Between her intro to the stage as a grade schooler with performing ambitions and now, Jessy Wilson has explored and exceled at the techniques and templates of an array of musical styles. For her, the big, demonstrative gestures of musical theater, the sensual, bruised belting of contemporary R&B and the heat and grit of soul-steeped roots rock were all postures to try on and tools to learn on her way to using her voice more fully on her 2019 solo album Phase.

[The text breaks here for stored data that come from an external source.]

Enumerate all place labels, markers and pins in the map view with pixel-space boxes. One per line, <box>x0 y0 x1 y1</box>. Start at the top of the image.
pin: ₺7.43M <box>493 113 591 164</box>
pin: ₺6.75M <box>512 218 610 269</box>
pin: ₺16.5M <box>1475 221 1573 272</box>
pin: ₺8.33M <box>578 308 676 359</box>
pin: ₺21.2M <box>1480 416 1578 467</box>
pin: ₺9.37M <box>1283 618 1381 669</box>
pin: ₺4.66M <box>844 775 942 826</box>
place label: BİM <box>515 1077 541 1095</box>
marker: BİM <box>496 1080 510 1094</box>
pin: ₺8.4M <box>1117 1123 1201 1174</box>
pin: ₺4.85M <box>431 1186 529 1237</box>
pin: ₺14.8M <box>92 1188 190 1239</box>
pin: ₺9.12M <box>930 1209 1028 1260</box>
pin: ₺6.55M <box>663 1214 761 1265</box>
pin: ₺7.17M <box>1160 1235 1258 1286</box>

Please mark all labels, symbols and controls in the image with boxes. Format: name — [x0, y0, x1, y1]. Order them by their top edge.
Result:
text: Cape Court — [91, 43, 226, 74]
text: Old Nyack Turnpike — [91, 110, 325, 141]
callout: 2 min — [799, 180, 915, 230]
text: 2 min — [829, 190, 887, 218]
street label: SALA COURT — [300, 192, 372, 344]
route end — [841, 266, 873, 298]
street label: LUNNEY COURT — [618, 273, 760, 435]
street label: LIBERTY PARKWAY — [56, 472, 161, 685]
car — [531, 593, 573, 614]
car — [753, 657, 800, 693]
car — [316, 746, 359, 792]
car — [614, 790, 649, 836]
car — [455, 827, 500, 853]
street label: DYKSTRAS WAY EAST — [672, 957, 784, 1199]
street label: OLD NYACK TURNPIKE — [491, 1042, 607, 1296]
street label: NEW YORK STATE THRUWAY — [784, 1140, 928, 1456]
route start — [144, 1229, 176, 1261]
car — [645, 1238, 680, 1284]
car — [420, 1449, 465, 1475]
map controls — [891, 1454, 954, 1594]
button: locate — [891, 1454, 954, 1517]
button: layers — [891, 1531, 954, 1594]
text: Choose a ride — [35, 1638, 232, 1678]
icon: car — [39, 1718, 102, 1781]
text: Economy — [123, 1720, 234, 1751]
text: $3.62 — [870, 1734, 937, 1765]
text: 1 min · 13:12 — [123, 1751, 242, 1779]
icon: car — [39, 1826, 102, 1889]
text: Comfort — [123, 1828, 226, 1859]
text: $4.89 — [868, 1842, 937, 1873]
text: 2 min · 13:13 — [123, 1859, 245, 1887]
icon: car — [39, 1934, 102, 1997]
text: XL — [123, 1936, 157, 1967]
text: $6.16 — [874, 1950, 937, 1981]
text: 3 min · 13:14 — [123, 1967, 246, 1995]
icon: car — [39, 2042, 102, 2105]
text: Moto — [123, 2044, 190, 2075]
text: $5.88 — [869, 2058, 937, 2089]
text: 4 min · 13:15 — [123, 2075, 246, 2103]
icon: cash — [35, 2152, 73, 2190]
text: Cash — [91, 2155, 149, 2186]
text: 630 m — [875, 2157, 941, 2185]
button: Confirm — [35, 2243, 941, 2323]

“I’m coming from musical theater,” reminds Wilson. “I’m coming from Muddy Magnolias. I’m coming from the show scene in New York where you are having to show that you have chops all the time. Also, as a background singer, when it’s your turn, they shine that light on you and you’ve got that solo and you better go for it. So all of the context that people had of me as a vocalist was just this big singer. And yeah, that’s totally a part of who I am. But my album Phase gave me an opportunity to get quiet.”
“People underestimate the power in getting quiet,” she goes on. “It wasn’t an accident. I made an intentional decision to never open up my voice past a certain place on my album, because I had been singing full-out my whole life and I wanted to hear the subtleties in my voice on record. I wanted to zone in on my songwriting. I wanted people to hear what I had to say.”
Wilson still listens widely, taking in psychedelic, sophisticated and socially sharp sensibilities alike, and that’s reflected in the playlist that she created for WNXP.